The second round of grants were awarded Sept. 20. Superintendent Jeff Bearden said 44 applications were entered seeking a total of $178,086.

“It was great to see the passion for the project behind each application from the teacher or administrator,” Bearden said. “Those requests that are not funded today will be utilized by the foundation governing committee during their community fundraising outreach to share the ongoing need for support.”

The 2017 winners were:

  • Chestatee Elementary School: $5,000 for the Positive Behavior Intervention System. The funding will expand the role of students in the redelivery of the system message through audio visual leadership.
  • Midway Elementary School: $1,300 for an interactive experience for students where they use teamwork, collaboration and critical thinking to solve a series of puzzles to open a locked box. The funding will be used for 10 Breakout EDU kits to be used with students at all grade levels.
  • North Forsyth High School: $5,000 for vertical team outreach working with feeder schools. This funding will be used for Family Science and Engineering Nights at their cluster elementary schools, in which students and their families participate in over 20 learning stations led by high school students.
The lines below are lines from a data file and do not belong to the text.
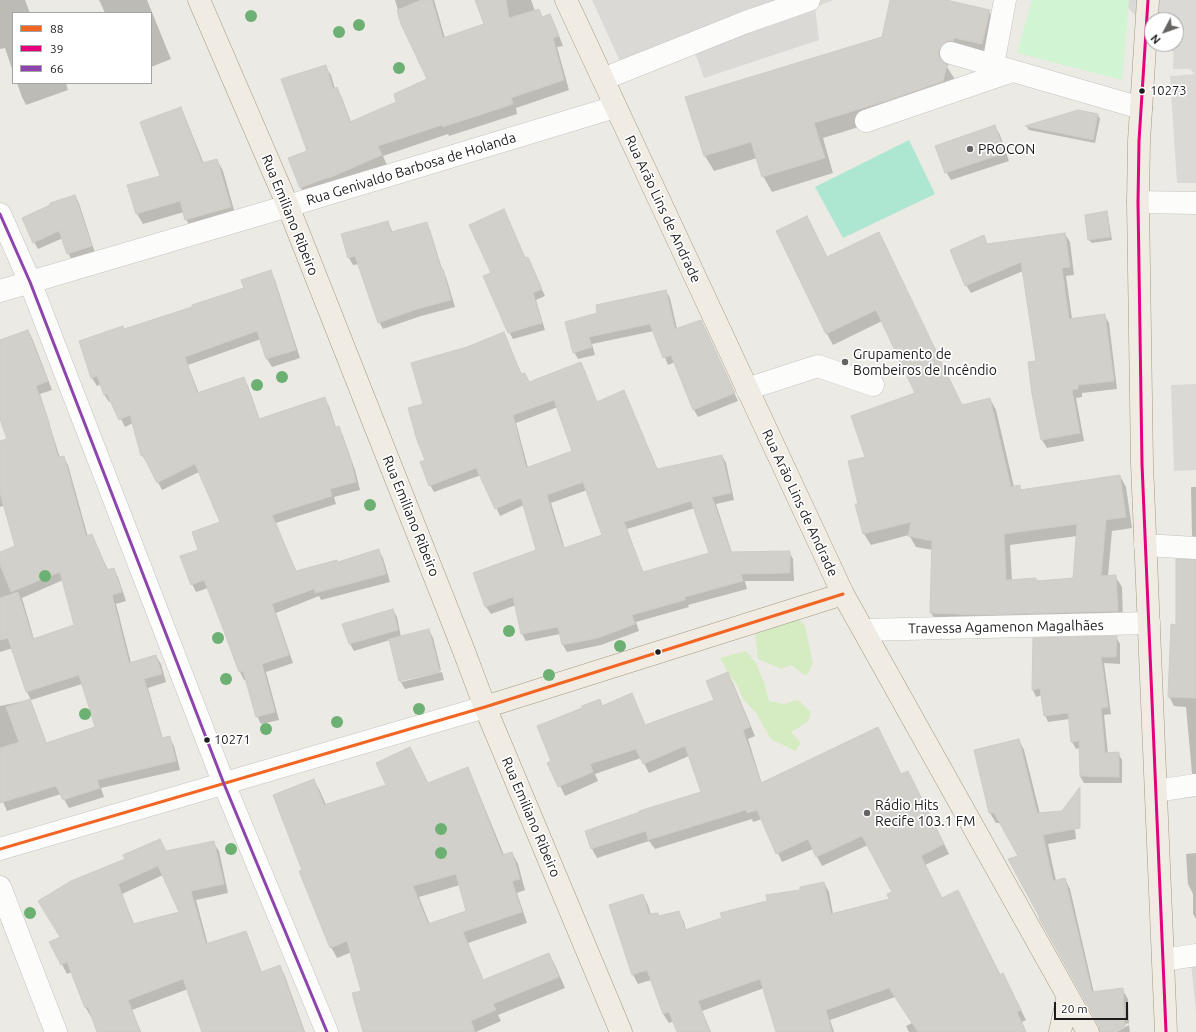 <!DOCTYPE html>
<meta charset="utf-8">
<style>
body{margin:0}
#map{position:relative;width:1196px;height:1032px;overflow:hidden;background:#eceae4;font-family:Ubuntu,sans-serif}
canvas{display:block}
.legend{position:absolute;left:12px;top:12px;width:140px;height:72px;box-sizing:border-box;background:#fff;border:1px solid #a4a4a4;margin:0;padding:5px 7px;list-style:none;font-size:12px;color:#1c1c1c}
.legend li{display:flex;align-items:center;gap:8px;height:20px}
.legend b{width:20px;border:1px solid #a4a4a4}
.north{position:absolute;left:1144px;top:12px;width:40px;height:40px;box-sizing:border-box;background:#fff;border:1px solid #a4a4a4;border-radius:50%;rotate:229deg;font-size:11px;font-weight:700;line-height:16px;text-align:center;color:#1c1c1c}
.north::after{content:'';display:block;margin:auto;width:14px;height:18px;background:#656462;clip-path:polygon(50% 0,100% 100%,50% 72%,0 100%)}
.scale{position:absolute;left:1054px;top:1002px;width:74px;height:18px;box-sizing:border-box;border:2px solid #1c1c1c;border-top:0;padding-left:5px;font-size:12px;line-height:14px;white-space:nowrap;color:#1c1c1c;-webkit-text-stroke:3px #fff;paint-order:stroke}
</style>
<div id="map">
<canvas width="1196" height="1032"></canvas>
<ul class="legend">
<li><b style="height:5px;background:#f26522"></b>88</li>
<li><b style="height:5px;background:#e5007d"></b>39</li>
<li><b style="height:5px;background:#8e44ad"></b>66</li>
</ul>
<div class="north">N</div>
<div class="scale">20 m</div>
</div>
<script>
const c = document.querySelector('canvas').getContext('2d');
c.lineJoin = 'round';
function paint(path, color) { c.fillStyle = color; c.fill(path, 'evenodd'); }
const poly = rows => new Path2D(rows.map(r => 'M' + r).join(''));
function strokePath(path, color, width, dash) { c.strokeStyle = color; c.lineWidth = width; c.lineCap = dash ? 'butt' : 'round'; c.setLineDash(dash || []); c.stroke(path); }
function write(font, color, halo, rows, align = 'center') {
  c.font = font + ' Ubuntu,sans-serif'; c.lineWidth = 3.5; c.setLineDash([]); c.textBaseline = 'middle'; c.strokeStyle = halo; c.fillStyle = color; for (const [text, x, y, turn = 0] of rows) {
    c.save(); c.translate(x, y); c.rotate((+turn || 0) * Math.PI / 180); c.textAlign = isNaN(turn) ? turn : align; if (halo) c.strokeText(text, 0, 0); c.fillText(text, 0, 0); c.restore();
  }
}
paint(poly([
 [1120,0,1196,0,1196,75,1165,44,1176,44,1176,20,1152,20,1152,32]
]), '#dbd9d6');
paint(poly([
 [795,614,805,626,813,664,806,676,791,665,781,669,758,659,755,633],
 [746,651,756,663,765,685,769,701,784,704,798,700,811,712,808,722,791,732,801,743,795,751,771,739,756,713,743,699,737,685,728,672,720,658]
]), '#d5ebc1');
paint(poly([
 [1032,0,1129,0,1122,80,1017,53]
]), '#d1f4d2');
paint(poly([
 [909,140,935,194,843,238,815,187]
]), '#ade6d1');
paint(poly([
 [592,0,834,0,815,7,819,40,704,78,692,44,624,70],
 [1177,0,1196,0,1196,69,1173,69,1174,44,1176,44],
 [1196,74,1196,183,1177,183,1170,76],
 [1196,384,1196,470,1174,471,1171,385],
 [1191,963,1196,963,1196,1012]
]), '#dad9d6');
paint(poly([
 [0,0,25,0,30,13,13,13,13,72,5,48,0,49],
 [99,0,147,0,171,59,151,67,151,13,105,13],
 [395,0,434,0,445,38,486,25,476,0,531,0,535,11,538,10,543,18,550,15,555,25,563,46,557,47,569,90,516,108,517,114,449,136,448,134,383,156,387,165,306,197,301,188,325,66,331,75,335,89,337,88,342,98,351,122,398,102,428,80,402,23],
 [891,0,942,0,989,11,998,27,990,60,951,60,947,67,956,81,898,115,823,138,833,173,772,192,763,176,757,158,714,171,705,156,883,38],
 [17,83,66,83,68,90,26,105,22,97],
 [180,108,186,119,204,164,217,160,223,171,236,217,192,230,186,219,184,212,143,224,137,214,162,176],
 [1078,111,1098,115,1100,119,1095,143,1029,130,1027,127],
 [995,127,1000,135,1009,161,951,180,946,172],
 [75,196,79,203,95,253,72,260,68,253,63,238,38,249,34,242],
 [1106,212,1108,216,1112,240,1092,243,1089,240],
 [507,217,526,259,531,265,545,296,536,300,545,330,513,339,509,332,492,274],
 [807,218,827,258,878,234,962,406,990,399,996,410,1014,487,1019,486,1022,491,1120,476,1126,487,1132,528,1112,531,1108,576,1115,576,1122,587,1123,622,938,624,931,613,933,550,916,547,909,535,871,545,864,534,857,505,859,504,867,457,917,393,882,321,833,345,827,334],
 [1077,536,1074,579,1037,582,1035,579,1012,581,1010,545],
 [388,222,393,233,426,223,430,230,443,272,446,277,455,307,421,316,383,329,379,322,359,264,353,265,349,258,342,235],
 [1065,234,1070,242,1074,275,1066,276,1072,319,1104,315,1109,323,1117,389,1082,393,1082,397,1076,398,1084,441,1047,448,1042,440,1037,362,1023,271,971,293,966,285,983,237,988,245],
 [270,272,275,280,300,358,272,367,267,359,261,339,188,365,199,394,243,379,248,386,260,420,324,399,329,406,336,428,338,428,343,436,355,470,360,490,334,497,336,504,276,523,296,572,338,563,378,550,383,558,390,582,321,600,319,596,276,613,293,663,266,672,279,720,261,724,257,716,247,679,244,680,240,672,208,588,196,592,192,584,199,550,221,523,199,472,162,490,148,463,147,463,142,455,133,423,125,427,112,401,109,402,104,394,101,384,97,386,92,378,125,330,193,308,245,288],
 [666,291,670,298,677,329,701,321,738,401,698,417,694,410,675,362,668,365,654,331,592,344,595,355,578,359,574,352,599,314],
 [28,331,33,340,52,390,40,394,60,458,63,457,68,465,88,537,92,535,108,570,113,569,118,577,126,601,116,604,131,663,156,656,161,664,166,682,148,688,163,739,169,737,174,746,180,770,101,788,104,797,69,808,61,794,7,811,0,795,0,706,29,700,34,709,47,744,97,728,82,684,31,700,27,692,13,648,0,652,0,553,16,546,5,505,0,507,0,442,8,440,0,416,0,341],
 [63,580,76,626,34,639,22,598],
 [503,333,522,375,529,383,580,363,585,371,597,403,624,392,658,470,722,456,726,463,734,500,716,504,732,553,789,552,793,559,794,581,745,581,747,589,688,605,689,607,636,622,639,631,601,645,567,652,563,645,560,634,526,641,522,634,516,605,491,614,486,607,474,574,537,551,524,505,500,516,481,475,434,492,430,485,426,461,424,405,467,348],
 [558,407,573,451,528,468,516,423],
 [587,490,603,535,565,549,551,503],
 [695,508,710,554,643,573,627,529],
 [1191,487,1196,487,1196,542,1192,535],
 [1196,561,1196,780,1192,773,1186,707,1174,706,1169,696,1177,626],
 [393,610,397,617,401,637,429,630,433,638,441,670,401,680,401,682,442,672,444,680,405,689,400,681,390,640,354,651,350,644,344,625],
 [1116,637,1120,644,1120,664,1104,663,1111,714,1104,715,1108,754,1118,753,1122,760,1122,783,1084,783,1080,776,1080,748,1076,749,1072,742,1069,719,1048,722,1045,715,1042,695,1036,697,1033,690,1034,639],
 [727,674,733,683,755,736,748,739,762,784,901,775,913,781,949,854,925,865,942,899,958,891,1001,976,1008,984,1026,1020,1022,1022,1026,1032,909,1032,906,1026,912,1023,895,997,830,1020,834,1032,777,1032,764,988,702,1011,711,1032,678,1032,674,1021,669,1023,663,1014,651,980,638,984,633,975,643,895,648,905,651,915,659,917,679,913,684,922,686,930,723,919,824,883,829,892,833,914,890,899,894,892,868,845,822,866,813,849,782,862,762,819,753,822,752,819,655,849,649,841,597,858,592,849,586,831,702,793,689,756,649,773,641,758,595,774,598,781,565,796,549,763,553,762,599,701,603,706,631,694,646,726,715,701],
 [1019,740,1024,750,1040,814,1074,821,1076,839,1048,844,1056,881,1065,879,1070,889,1094,993,1122,989,1128,999,1129,1024,1128,1023,1112,1032,1101,1032,1100,1026,1042,919,1020,857,1000,823,996,823,990,813],
 [410,748,428,784,467,769,473,779,504,855,512,853,518,864,525,890,517,893,527,923,468,943,484,981,549,954,555,965,565,988,498,1015,501,1021,476,1032,364,1032,362,992,352,952,337,958,331,947,303,870,314,780,320,791,326,805,387,785],
 [460,885,467,911,430,925,419,897],
 [213,842,219,851,228,893,196,900,208,945,245,932,250,941,262,973,280,967,285,976,305,1032,203,1032,188,989,132,1010,141,1032,98,1032,92,1017,91,1017,86,1008,72,972,67,974,51,943,61,938,45,911,166,852],
 [163,875,180,912,134,924,122,894],
 [1196,853,1196,919,1193,914,1193,894,1188,884,1186,854],
 [1129,1025,1130,1032,1116,1032]
]), '#0003');
const building = poly([
 [421,0,432,0,443,38,484,24,475,0,506,0,509,18,539,9,542,17,550,14,559,36,553,38,564,80,511,98,513,104,443,127,442,125,378,146,382,155,329,178,329,177,300,188,288,158,307,151,281,79,326,65,333,89,337,87,350,122,396,102,394,94,427,79,401,24,397,10,421,0],
 [890,0,946,0,990,10,982,44,954,38,953,41,948,41,943,44,939,50,939,56,942,61,947,65,943,81,889,100,814,123,825,158,762,177,751,142,704,156,685,97,882,37,890,0],
 [181,107,202,163,217,159,231,207,185,220,180,201,136,214,127,185,160,176,140,122,181,107],
 [1078,110,1098,114,1093,140,1025,126,1078,110],
 [995,125,1005,153,945,173,935,146,995,125],
 [75,195,92,246,67,254,59,231,33,243,22,218,50,205,50,203,75,195],
 [504,209,525,258,528,257,542,289,533,293,542,323,508,333,483,276,491,273,469,225,504,209],
 [1107,211,1110,237,1088,240,1085,215,1107,211],
 [807,216,827,257,879,232,962,405,990,398,1011,487,1020,485,1020,490,1120,475,1126,517,1106,520,1101,576,1116,575,1118,611,980,615,930,613,932,541,908,536,911,522,863,534,855,504,858,504,848,461,865,457,851,416,915,393,876,310,826,334,776,231,807,216],
 [1077,524,1073,578,1036,581,1036,578,1006,580,1004,534,1077,524],
 [388,221,391,232,427,222,441,269,443,269,451,300,417,309,378,323,355,256,348,258,341,234,388,221],
 [1065,233,1070,267,1062,268,1069,319,1105,314,1114,381,1078,385,1078,389,1072,390,1080,433,1041,440,1032,394,1028,362,1036,361,1021,262,965,286,950,250,984,235,987,244,1065,233],
 [271,270,296,350,266,359,257,331,185,357,197,393,244,377,259,419,325,397,335,428,339,426,351,461,356,482,330,489,332,496,272,515,296,571,337,560,338,562,379,549,386,574,315,593,314,589,272,604,289,655,262,664,275,712,256,717,243,671,239,672,221,623,204,580,191,585,180,556,198,550,192,532,220,522,195,464,157,483,143,455,141,456,130,415,119,420,107,394,104,395,97,376,91,378,79,341,123,326,124,329,192,307,192,305,244,288,241,280,271,270],
 [666,290,675,329,701,320,735,393,693,410,671,355,663,358,650,324,589,337,592,347,573,353,565,322,597,313,596,305,666,290],
 [28,330,48,381,36,386,47,416,58,457,64,456,86,536,92,534,107,570,114,568,122,592,112,595,129,663,156,655,162,674,144,679,162,738,170,736,176,761,97,780,100,788,63,800,56,786,0,803,0,748,19,742,6,707,30,699,46,743,95,727,79,675,26,692,8,638,0,640,0,598,18,592,33,639,74,625,60,572,11,592,0,565,0,552,15,546,0,493,0,441,7,439,0,419,0,340,28,330],
 [504,332,521,374,525,373,529,382,581,362,597,402,624,390,657,469,722,455,731,493,712,497,731,552,790,551,790,573,741,574,743,581,685,597,685,600,632,615,635,624,598,638,562,645,558,627,521,634,513,597,485,607,473,573,536,550,521,498,495,509,476,468,429,486,420,462,425,460,417,440,408,408,423,404,411,363,467,347,504,332],
 [554,400,572,451,526,468,513,415,554,400],
 [583,482,602,535,564,548,557,529,547,495,583,482],
 [691,501,709,553,643,572,624,522,691,501],
 [1176,559,1196,560,1196,698,1168,697,1171,624,1176,625,1176,559],
 [393,609,398,630,349,644,342,624,393,609],
 [429,629,440,672,399,681,389,639,429,629],
 [1117,636,1116,657,1101,657,1108,707,1101,708,1105,753,1119,752,1119,777,1080,776,1079,741,1071,742,1068,713,1044,716,1040,688,1032,690,1033,638,1117,636],
 [728,672,750,727,743,730,761,783,878,727,901,774,908,771,944,844,921,856,942,898,958,890,1000,975,1003,973,1021,1010,1017,1012,1026,1032,918,1032,889,988,826,1010,832,1032,776,1032,760,979,698,1001,710,1032,677,1032,669,1012,663,1014,647,970,632,975,609,905,643,894,649,914,658,913,659,916,679,911,685,930,722,918,720,913,767,901,766,895,800,890,800,887,824,882,831,914,889,899,887,894,892,892,862,836,816,857,808,839,776,854,757,810,747,813,746,810,648,840,646,831,591,849,585,831,640,812,639,811,701,792,685,746,643,764,636,749,590,764,593,772,558,787,547,763,551,761,537,726,582,708,582,706,600,699,602,706,632,693,645,725,714,700,706,681,728,672],
 [1019,739,1037,813,1062,811,1080,787,1080,828,1043,835,1053,881,1065,878,1092,992,1123,988,1125,1026,1114,1032,1100,1032,1099,1026,1039,918,1040,918,1008,859,1018,856,994,813,989,813,974,750,1019,739],
 [410,747,428,783,468,767,502,855,512,852,520,879,512,881,522,912,463,932,483,980,549,953,559,977,493,1004,496,1010,471,1021,475,1032,363,1032,352,993,361,991,347,941,330,948,299,871,302,870,273,795,314,779,324,805,386,785,376,763,410,747],
 [456,874,466,911,428,924,413,886,456,874],
 [160,839,166,851,214,841,224,884,191,891,206,944,246,931,261,972,280,965,304,1032,202,1032,183,979,128,1000,140,1032,97,1032,88,1007,85,1008,67,962,61,965,49,942,60,937,38,901,71,881,125,859,123,855,160,839],
 [158,866,179,912,133,924,118,884,158,866]
]);
paint(building, '#d2d0cb');
strokePath(building, '#cfcbc6', 1);
const minor = poly([
 [951,53,1141,108],
 [993,65,1005,0],
 [603,79,746,22,809,0],
 [866,121,1012,71],
 [1138,202,1196,203],
 [0,214,30,282,224,784,327,1032],
 [0,291,288,206,615,107],
 [747,389,818,366,873,385],
 [1145,545,1196,548],
 [864,630,1149,623],
 [1156,791,1196,785],
 [0,849,485,707],
 [0,887,56,1032],
 [1163,960,1196,955]
]);
const major = poly([
 [199,0,288,206,462,646,485,707,621,1032],
 [566,0,843,594,1088,1032],
 [1148,0,1139,141,1138,202,1142,464,1166,1032],
 [485,707,843,594],
 [1060,1032,1068,996]
]);
strokePath(minor, '#c4c3c0', 23);
strokePath(major, '#a29981', 23);
strokePath(minor, '#fcfcfb', 22);
strokePath(major, '#f0ece3', 22);
strokePath(poly([
 [0,849,485,707,843,594]
]), '#f26522', 3);
strokePath(poly([
 [1148,0,1139,141,1138,202,1142,464,1166,1032]
]), '#e5007d', 3);
strokePath(poly([
 [0,214,30,282,224,784,327,1032]
]), '#8e44ad', 3);
c.fillStyle = '#6db073';
for (const [x, y] of [
 [251,16],
 [359,25],
 [339,32],
 [399,68],
 [282,377],
 [257,385],
 [370,505],
 [45,576],
 [509,631],
 [218,638],
 [620,646],
 [549,675],
 [226,679],
 [419,709],
 [85,714],
 [337,722],
 [266,729],
 [441,829],
 [231,849],
 [441,853],
 [30,913]
]) { c.beginPath(); c.arc(x, y, 6, 0, 2 * Math.PI); c.fill(); }
for (const [x, y, r, color] of [
 [1142,91,3.5,"#1c1c1c"],
 [970,149,4,"#656462"],
 [845,362,4,"#656462"],
 [658,652,3.5,"#1c1c1c"],
 [207,740,3.5,"#1c1c1c"],
 [867,813,4,"#656462"]
]) { const dot = new Path2D(); dot.arc(x, y, r, 0, 2 * Math.PI); c.fillStyle = color; c.fill(dot); strokePath(dot, '#fff', 1.5); }
write('13px', '#1c1c1c', '#fff', [
 ["10273",1150,91],
 ["10271",214,740]
], 'left');
write('14px', '#1c1c1c', '#fff', [
 ["PROCON",978,149],
 ["Grupamento de",853,354],
 ["Bombeiros de Incêndio",853,370],
 ["Rádio Hits",875,805],
 ["Recife 103.1 FM",875,821]
], 'left');
write('14px', '#1c1c1c', '#fff', [
 ["Rua Genivaldo Barbosa de Holanda",411,169,-17],
 ["Rua Arão Lins de Andrade",663,209,65],
 ["Rua Emiliano Ribeiro",290,215,68],
 ["Rua Arão Lins de Andrade",800,503,65],
 ["Rua Emiliano Ribeiro",411,516,68],
 ["Travessa Agamenon Magalhães",1006,627,-1],
 ["Rua Emiliano Ribeiro",531,817,67]
]);
</script>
  • Vickery Creek Middle School: $3,500 to fund a collaborative design challenge during Art, Engineering and Technology and STEAM connection classes where students collaborate to create designs for display cases and then construct the top designs.
  • Silver City Elementary School: $3,299.96 for developing problem-solving and critical thinking skills at a very early age. The funding will be used toward the purchase of STEM (or science, engineering, technology and mathematics) kits for kindergarten students.
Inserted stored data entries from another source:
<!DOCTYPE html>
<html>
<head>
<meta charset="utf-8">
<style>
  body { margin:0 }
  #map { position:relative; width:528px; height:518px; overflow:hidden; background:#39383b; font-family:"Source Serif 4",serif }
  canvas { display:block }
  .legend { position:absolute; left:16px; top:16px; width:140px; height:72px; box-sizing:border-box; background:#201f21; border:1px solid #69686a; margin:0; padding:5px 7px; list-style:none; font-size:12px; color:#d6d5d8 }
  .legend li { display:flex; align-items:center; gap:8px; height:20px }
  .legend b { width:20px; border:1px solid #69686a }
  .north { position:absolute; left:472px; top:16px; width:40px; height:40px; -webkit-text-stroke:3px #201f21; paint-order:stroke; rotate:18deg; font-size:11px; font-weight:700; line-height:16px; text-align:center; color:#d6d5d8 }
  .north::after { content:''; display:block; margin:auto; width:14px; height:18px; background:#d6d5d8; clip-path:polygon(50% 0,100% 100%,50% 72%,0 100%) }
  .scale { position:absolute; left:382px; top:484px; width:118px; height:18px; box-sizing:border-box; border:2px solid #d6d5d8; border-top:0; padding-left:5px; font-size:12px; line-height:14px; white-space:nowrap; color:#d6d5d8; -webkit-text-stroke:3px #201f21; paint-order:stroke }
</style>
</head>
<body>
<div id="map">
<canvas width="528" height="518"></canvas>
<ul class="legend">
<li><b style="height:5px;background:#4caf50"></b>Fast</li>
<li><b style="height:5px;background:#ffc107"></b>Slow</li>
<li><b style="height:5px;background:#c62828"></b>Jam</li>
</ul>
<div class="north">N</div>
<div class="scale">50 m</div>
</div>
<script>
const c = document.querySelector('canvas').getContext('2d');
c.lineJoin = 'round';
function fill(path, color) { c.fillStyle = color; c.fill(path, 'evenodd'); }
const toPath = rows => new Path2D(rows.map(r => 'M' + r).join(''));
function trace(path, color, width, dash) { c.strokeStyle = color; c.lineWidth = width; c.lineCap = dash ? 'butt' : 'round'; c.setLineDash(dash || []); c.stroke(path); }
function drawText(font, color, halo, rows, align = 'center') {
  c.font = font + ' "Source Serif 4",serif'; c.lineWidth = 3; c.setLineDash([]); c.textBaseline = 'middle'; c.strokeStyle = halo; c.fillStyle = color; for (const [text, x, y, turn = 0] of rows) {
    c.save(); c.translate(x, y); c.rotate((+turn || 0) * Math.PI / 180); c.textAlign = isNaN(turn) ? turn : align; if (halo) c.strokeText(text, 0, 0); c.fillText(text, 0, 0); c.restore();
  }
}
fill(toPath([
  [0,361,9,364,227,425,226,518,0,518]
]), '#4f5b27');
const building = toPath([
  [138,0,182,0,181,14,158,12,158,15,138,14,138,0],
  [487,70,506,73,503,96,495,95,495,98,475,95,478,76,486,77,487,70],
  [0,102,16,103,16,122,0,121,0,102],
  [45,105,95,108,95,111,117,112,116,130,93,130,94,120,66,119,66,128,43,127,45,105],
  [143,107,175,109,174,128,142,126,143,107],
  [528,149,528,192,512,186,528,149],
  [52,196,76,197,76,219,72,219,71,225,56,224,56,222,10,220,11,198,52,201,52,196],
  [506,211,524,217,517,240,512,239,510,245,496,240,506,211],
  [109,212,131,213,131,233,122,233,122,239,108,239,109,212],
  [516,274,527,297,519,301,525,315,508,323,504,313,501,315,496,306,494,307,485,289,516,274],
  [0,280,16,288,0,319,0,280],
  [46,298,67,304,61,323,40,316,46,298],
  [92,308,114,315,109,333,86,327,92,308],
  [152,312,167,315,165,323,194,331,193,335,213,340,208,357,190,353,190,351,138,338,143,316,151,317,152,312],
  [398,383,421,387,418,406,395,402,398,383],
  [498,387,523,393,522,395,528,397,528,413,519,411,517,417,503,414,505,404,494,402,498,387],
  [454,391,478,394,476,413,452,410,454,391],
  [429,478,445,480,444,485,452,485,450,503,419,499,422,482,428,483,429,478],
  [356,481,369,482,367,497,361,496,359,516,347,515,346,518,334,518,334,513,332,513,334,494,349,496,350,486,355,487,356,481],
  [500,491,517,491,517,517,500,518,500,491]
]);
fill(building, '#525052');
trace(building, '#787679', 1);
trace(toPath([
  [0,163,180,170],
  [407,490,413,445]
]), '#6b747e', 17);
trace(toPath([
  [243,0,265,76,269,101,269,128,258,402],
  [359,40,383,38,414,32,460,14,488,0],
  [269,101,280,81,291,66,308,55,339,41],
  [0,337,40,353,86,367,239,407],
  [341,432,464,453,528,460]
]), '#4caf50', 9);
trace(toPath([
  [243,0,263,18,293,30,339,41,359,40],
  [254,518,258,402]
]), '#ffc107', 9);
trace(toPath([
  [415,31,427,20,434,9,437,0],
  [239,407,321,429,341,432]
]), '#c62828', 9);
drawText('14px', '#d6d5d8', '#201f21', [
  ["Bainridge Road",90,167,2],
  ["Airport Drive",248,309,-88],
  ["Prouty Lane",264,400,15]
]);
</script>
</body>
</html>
  • Little Mill Middle School: $4,319.70 for STEM resources for students. Funding will provide modules to provide students with the tools necessary to further their interests in STEM and broaden their understanding of the world.
  • Chattahoochee Elementary School: $1,181 will be used to build a greenhouse to create a farm-to-school program that involves students in planting, growing and harvesting.
  • Forsyth Central High School: $4,963 for the audio and visual equipment needed in the automotive technology pathway to show over 60 students tasks that typically requires them to go under the hood of a car, under a vehicle or under the dashboard.
  • Whitlow Elementary School: $4,810 to build a production studio to be used by students for technological equipment and to convert a current storage room into a production studio.